Your instructions:
In the entries below, identify every line with the string "forest" and copy it.

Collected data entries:
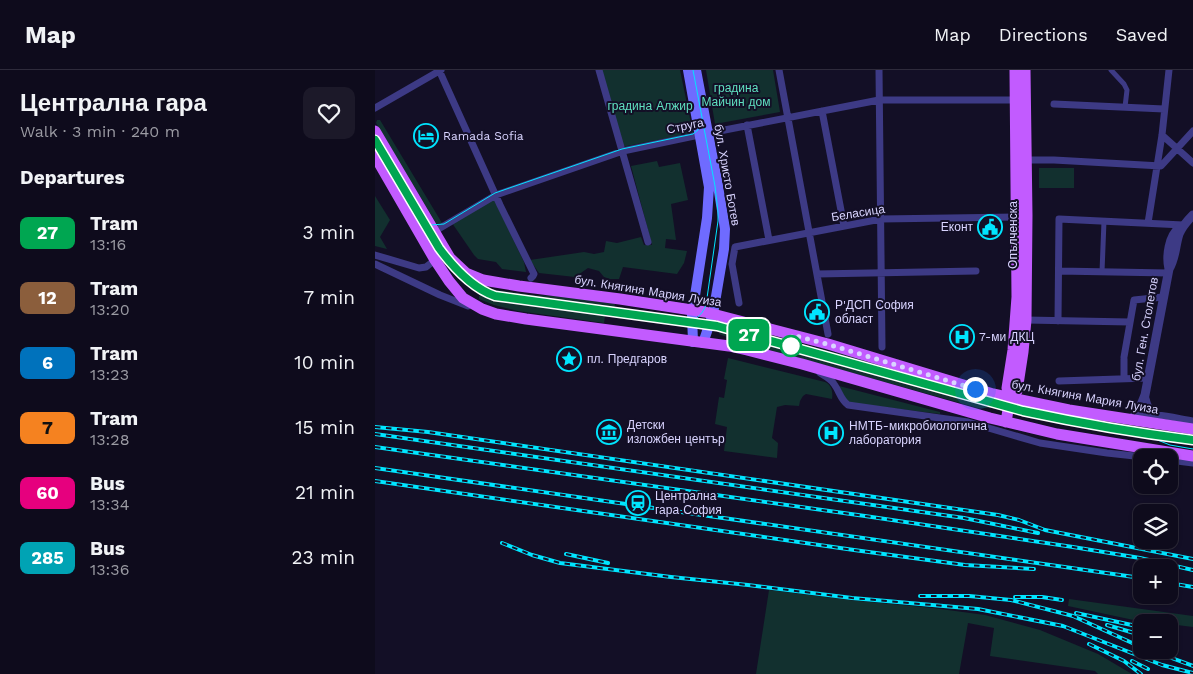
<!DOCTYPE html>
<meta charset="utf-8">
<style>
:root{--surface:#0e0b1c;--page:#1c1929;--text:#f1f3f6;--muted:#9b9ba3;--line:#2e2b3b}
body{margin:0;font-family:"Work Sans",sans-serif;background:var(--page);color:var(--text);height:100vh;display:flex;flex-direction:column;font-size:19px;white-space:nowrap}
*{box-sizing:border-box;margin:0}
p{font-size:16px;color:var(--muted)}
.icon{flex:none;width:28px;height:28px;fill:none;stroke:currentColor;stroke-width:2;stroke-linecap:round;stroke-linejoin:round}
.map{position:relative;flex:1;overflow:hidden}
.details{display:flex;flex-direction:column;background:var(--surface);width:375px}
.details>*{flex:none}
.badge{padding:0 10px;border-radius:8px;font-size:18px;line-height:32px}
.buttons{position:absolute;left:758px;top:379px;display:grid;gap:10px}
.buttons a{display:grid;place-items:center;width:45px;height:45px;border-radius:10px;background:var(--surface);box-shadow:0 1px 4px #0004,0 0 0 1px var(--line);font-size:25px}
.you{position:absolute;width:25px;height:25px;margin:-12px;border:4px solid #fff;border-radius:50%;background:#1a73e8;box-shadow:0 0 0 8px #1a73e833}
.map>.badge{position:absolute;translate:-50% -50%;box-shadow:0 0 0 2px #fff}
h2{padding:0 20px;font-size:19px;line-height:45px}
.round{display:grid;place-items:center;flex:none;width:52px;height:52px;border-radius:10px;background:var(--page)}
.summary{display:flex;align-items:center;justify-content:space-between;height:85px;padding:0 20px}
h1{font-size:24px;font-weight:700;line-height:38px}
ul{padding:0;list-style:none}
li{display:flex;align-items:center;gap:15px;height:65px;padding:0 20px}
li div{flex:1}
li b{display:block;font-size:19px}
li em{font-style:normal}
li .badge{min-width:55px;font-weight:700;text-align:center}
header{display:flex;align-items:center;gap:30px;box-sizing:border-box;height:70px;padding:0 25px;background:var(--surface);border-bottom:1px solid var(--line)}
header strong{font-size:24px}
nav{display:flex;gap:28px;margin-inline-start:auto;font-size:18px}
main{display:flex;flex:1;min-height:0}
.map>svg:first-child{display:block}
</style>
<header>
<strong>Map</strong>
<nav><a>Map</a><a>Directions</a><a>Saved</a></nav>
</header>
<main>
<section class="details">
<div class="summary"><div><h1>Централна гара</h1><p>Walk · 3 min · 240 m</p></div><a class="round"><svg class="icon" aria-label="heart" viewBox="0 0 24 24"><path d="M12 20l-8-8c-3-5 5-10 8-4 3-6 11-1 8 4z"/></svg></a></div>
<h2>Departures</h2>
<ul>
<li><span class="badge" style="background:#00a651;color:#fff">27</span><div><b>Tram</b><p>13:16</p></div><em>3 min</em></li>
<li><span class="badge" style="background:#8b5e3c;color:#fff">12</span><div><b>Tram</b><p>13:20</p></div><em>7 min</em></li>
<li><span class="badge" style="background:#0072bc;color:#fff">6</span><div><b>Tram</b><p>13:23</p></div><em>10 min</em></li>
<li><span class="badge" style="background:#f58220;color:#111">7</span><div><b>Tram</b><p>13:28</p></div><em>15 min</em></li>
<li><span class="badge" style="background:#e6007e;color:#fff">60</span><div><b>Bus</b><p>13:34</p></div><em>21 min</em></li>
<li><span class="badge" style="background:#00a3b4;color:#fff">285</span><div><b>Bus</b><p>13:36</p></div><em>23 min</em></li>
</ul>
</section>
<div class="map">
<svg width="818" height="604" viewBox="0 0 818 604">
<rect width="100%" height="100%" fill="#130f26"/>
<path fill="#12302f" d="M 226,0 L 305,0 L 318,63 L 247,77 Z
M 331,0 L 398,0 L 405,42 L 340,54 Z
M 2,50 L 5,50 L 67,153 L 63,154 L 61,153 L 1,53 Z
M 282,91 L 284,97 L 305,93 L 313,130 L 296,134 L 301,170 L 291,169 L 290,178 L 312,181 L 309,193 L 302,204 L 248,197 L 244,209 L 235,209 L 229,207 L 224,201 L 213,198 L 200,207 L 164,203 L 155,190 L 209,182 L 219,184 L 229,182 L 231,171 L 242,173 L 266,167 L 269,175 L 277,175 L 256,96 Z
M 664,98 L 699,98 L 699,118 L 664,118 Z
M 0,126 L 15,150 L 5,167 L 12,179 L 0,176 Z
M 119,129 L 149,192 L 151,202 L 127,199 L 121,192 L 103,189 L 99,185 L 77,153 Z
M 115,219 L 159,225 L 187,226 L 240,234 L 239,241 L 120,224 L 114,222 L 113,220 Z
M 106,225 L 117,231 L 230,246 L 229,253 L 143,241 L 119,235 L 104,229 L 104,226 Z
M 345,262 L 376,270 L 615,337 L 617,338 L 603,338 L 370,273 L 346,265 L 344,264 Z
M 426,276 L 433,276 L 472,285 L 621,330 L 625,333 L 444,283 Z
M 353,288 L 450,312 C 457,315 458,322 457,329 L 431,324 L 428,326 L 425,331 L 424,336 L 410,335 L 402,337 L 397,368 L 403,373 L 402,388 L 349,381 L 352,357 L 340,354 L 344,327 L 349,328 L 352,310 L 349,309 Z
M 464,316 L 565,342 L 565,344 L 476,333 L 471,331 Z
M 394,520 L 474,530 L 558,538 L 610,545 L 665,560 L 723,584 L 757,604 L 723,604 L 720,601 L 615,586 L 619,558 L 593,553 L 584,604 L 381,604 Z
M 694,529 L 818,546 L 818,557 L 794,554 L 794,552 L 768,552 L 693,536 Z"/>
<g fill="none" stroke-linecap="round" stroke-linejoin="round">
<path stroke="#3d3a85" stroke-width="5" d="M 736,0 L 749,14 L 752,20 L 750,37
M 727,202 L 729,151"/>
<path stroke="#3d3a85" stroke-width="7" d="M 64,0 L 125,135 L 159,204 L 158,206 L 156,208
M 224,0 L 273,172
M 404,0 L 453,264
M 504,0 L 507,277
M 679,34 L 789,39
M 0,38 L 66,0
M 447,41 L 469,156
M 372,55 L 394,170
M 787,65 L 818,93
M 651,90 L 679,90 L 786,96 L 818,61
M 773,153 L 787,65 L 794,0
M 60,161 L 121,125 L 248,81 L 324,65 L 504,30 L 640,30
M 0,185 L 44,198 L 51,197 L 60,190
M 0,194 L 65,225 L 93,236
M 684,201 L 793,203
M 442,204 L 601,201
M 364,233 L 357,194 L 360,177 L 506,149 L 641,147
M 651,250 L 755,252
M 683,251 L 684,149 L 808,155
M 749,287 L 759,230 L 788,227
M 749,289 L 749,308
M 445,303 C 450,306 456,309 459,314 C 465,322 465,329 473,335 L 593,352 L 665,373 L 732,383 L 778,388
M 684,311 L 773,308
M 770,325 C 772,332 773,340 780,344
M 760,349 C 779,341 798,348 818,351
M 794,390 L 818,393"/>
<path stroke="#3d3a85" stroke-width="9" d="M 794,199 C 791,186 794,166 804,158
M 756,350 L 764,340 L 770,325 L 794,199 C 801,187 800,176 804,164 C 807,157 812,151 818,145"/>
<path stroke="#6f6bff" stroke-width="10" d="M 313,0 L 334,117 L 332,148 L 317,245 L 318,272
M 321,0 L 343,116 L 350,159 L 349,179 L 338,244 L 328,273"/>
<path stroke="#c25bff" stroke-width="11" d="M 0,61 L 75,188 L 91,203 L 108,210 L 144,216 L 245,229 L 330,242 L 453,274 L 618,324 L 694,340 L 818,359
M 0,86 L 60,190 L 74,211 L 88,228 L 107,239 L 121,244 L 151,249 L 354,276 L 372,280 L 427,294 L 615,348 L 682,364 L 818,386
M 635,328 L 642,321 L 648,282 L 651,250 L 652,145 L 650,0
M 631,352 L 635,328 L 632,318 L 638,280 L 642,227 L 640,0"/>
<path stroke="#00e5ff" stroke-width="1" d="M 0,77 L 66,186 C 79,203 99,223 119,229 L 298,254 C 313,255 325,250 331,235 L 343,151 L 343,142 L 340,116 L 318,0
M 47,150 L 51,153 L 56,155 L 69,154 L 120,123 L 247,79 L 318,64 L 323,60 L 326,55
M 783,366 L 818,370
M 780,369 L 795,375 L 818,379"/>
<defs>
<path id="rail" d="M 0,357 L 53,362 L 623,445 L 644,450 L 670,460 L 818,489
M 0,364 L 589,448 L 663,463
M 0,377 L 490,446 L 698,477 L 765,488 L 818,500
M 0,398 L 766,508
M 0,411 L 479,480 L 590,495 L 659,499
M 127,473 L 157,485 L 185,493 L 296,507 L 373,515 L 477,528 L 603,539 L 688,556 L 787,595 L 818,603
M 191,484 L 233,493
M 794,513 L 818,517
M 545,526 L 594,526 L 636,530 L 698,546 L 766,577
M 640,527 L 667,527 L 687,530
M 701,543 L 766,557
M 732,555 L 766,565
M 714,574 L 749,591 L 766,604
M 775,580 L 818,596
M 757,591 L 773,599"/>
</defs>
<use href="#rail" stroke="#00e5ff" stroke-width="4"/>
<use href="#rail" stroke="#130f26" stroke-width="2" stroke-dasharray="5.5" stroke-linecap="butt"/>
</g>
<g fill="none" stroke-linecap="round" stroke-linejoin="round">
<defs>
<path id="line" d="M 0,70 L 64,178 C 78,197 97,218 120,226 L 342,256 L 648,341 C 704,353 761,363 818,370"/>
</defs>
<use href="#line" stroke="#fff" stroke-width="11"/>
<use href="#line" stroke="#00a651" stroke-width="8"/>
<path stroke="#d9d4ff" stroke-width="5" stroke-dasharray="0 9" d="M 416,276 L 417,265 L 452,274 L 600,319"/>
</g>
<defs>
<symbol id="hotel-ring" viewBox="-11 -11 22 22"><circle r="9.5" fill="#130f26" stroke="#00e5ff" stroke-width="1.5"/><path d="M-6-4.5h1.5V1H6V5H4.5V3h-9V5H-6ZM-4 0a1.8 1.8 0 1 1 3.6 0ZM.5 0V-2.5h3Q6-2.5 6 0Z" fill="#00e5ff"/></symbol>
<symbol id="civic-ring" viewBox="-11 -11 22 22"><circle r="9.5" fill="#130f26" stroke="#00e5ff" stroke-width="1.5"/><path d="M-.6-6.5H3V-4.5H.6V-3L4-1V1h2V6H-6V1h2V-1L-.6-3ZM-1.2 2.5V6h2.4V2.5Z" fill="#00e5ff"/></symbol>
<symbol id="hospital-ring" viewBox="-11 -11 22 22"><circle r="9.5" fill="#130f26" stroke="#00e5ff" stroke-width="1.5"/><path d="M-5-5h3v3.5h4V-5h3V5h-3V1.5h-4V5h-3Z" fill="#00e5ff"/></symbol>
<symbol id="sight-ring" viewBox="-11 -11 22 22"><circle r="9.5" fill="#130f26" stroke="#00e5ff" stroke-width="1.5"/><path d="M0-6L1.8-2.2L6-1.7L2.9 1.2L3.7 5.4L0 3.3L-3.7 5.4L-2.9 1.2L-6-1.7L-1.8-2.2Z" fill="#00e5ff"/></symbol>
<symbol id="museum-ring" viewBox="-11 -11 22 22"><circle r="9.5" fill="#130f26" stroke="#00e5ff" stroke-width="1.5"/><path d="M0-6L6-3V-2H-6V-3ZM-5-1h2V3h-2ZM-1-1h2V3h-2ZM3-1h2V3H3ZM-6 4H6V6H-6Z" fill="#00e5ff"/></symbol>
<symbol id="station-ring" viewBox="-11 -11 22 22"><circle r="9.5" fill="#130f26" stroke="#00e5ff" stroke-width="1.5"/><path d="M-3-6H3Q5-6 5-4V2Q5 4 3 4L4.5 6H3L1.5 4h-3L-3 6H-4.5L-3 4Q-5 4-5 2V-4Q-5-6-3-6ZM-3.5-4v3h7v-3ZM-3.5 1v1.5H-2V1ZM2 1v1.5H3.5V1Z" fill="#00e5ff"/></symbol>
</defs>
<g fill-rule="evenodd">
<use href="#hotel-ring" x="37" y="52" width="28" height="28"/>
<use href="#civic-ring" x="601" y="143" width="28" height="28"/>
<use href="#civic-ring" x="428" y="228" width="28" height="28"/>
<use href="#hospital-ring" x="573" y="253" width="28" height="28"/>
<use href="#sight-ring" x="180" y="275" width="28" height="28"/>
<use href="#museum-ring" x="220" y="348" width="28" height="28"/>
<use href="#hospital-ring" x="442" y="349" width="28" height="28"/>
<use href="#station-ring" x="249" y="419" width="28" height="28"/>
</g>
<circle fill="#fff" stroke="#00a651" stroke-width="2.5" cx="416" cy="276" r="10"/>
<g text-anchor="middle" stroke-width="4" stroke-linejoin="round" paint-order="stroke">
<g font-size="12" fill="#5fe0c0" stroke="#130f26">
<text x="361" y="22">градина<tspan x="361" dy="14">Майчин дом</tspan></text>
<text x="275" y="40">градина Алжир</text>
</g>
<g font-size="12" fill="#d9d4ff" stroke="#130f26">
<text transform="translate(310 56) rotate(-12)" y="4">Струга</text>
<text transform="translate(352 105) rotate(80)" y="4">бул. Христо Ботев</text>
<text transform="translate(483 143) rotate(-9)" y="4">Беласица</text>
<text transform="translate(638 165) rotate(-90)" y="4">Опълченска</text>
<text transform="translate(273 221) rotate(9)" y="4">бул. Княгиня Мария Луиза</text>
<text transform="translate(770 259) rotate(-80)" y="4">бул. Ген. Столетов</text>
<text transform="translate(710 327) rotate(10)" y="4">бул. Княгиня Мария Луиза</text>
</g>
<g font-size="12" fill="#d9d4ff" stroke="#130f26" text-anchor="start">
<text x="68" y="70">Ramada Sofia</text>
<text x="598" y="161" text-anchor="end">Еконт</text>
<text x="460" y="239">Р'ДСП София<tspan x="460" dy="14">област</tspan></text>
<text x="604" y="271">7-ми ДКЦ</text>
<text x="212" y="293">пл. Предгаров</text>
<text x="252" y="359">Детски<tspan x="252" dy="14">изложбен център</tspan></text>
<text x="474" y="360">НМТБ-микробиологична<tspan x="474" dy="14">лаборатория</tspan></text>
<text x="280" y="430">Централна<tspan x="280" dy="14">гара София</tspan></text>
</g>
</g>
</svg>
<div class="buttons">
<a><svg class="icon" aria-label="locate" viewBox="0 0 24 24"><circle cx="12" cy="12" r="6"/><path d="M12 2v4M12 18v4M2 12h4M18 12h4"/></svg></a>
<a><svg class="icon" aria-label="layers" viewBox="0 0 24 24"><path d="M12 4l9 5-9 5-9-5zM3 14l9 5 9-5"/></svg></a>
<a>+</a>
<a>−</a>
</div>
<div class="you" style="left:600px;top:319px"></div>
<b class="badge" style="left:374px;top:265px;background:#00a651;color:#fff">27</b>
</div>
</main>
---
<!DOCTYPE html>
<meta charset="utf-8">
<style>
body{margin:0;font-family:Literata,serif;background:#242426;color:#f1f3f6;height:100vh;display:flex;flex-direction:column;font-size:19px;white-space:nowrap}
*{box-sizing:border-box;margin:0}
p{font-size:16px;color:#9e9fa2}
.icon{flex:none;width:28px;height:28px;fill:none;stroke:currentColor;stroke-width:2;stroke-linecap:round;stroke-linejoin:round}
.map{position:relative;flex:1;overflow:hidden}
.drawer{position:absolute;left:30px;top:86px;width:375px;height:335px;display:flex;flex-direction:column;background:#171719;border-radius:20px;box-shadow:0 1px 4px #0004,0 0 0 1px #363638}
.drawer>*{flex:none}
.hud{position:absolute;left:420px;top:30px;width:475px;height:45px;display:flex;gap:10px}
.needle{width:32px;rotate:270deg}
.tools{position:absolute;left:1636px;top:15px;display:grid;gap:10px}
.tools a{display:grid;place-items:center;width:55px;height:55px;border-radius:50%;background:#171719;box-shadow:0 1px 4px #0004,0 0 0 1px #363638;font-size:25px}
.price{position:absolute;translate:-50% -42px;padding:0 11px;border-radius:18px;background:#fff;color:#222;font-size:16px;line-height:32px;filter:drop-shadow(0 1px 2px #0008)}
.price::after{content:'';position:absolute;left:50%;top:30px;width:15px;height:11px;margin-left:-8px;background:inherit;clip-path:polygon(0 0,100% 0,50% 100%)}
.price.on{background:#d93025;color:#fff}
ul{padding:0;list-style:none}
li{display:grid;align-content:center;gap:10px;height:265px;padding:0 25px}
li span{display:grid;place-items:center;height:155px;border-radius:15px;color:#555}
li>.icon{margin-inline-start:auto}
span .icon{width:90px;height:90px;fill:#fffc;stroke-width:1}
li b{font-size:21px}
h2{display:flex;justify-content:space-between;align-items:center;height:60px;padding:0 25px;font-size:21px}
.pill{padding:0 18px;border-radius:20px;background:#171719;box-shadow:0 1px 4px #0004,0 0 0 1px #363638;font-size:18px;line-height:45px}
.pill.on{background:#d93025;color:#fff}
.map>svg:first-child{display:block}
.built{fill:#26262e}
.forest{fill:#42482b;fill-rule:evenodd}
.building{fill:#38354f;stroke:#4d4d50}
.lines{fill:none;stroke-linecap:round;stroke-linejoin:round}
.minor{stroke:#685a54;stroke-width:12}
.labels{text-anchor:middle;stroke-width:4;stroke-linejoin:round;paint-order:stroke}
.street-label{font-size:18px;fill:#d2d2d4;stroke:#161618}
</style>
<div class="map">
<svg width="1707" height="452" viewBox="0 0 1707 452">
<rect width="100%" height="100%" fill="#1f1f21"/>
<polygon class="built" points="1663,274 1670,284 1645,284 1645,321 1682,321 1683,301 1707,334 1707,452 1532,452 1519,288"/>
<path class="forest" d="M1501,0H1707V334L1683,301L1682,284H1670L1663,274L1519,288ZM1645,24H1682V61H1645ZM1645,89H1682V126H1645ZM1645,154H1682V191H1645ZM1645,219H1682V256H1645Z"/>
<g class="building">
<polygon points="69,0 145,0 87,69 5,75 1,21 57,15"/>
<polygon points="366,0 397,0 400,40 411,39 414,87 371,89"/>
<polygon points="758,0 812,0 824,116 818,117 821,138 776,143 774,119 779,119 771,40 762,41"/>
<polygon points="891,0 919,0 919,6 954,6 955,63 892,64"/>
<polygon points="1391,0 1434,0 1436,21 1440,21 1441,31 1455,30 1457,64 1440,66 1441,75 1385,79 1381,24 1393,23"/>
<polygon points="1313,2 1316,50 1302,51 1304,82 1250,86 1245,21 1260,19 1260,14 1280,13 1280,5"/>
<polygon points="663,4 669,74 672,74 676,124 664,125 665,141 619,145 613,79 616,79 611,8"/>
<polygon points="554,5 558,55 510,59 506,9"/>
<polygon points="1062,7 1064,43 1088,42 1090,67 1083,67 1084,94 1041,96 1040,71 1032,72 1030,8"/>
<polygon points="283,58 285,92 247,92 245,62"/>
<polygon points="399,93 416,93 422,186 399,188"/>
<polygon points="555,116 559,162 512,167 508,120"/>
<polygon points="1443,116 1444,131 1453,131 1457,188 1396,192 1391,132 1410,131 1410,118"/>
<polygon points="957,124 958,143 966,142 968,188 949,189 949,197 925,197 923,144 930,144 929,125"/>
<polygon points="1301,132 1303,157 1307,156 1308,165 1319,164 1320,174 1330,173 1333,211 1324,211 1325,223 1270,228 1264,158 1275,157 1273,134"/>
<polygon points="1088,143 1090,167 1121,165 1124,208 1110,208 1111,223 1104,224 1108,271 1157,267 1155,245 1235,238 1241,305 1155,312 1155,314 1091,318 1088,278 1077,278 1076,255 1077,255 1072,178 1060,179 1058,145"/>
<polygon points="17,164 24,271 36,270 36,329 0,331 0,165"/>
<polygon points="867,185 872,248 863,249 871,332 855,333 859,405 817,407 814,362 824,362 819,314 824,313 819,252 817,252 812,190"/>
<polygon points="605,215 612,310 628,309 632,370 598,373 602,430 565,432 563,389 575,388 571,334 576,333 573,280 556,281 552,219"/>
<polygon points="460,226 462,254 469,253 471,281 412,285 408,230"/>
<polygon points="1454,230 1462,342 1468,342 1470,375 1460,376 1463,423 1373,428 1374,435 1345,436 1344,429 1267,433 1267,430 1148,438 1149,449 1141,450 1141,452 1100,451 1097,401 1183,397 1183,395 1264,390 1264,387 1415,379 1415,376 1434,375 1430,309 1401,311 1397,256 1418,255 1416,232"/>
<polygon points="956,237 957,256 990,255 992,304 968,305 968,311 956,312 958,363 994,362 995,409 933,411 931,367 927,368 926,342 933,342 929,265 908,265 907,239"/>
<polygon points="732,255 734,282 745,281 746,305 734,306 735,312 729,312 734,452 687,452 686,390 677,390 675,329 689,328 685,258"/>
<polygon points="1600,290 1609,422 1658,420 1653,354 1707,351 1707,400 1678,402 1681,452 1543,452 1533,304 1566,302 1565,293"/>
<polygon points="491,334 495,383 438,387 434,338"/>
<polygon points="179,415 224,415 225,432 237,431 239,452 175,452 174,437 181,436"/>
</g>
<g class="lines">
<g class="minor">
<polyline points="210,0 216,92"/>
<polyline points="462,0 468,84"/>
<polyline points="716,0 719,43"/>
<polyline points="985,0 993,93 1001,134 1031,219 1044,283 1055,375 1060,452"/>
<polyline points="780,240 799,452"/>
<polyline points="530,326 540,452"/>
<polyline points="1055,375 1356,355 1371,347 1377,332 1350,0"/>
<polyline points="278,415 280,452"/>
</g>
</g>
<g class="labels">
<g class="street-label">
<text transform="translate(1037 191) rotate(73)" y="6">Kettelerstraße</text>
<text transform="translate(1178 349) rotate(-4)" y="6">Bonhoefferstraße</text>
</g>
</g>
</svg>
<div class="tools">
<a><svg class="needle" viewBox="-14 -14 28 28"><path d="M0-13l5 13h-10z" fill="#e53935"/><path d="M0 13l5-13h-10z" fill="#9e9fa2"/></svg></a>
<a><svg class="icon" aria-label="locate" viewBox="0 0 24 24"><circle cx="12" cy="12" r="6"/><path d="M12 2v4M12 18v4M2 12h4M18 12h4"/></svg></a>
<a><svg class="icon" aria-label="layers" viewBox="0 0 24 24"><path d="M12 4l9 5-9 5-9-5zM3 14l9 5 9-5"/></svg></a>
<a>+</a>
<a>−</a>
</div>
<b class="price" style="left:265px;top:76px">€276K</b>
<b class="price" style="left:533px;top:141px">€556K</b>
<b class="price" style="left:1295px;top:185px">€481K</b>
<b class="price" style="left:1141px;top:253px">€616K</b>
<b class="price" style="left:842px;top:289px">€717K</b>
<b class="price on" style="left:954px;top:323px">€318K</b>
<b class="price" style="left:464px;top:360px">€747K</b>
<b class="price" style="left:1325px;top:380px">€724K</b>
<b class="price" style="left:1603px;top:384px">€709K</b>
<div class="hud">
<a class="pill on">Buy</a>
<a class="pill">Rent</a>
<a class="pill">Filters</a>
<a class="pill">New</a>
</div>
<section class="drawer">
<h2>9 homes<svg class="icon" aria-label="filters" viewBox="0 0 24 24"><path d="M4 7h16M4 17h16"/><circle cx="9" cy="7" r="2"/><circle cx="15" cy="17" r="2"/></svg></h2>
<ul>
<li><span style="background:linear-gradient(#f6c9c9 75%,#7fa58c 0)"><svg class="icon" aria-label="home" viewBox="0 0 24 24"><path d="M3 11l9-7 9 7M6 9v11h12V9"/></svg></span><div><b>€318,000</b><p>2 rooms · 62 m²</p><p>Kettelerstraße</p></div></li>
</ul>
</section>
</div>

Answer to this exercise:
.forest{fill:#42482b;fill-rule:evenodd}
<path class="forest" d="M1501,0H1707V334L1683,301L1682,284H1670L1663,274L1519,288ZM1645,24H1682V61H1645ZM1645,89H1682V126H1645ZM1645,154H1682V191H1645ZM1645,219H1682V256H1645Z"/>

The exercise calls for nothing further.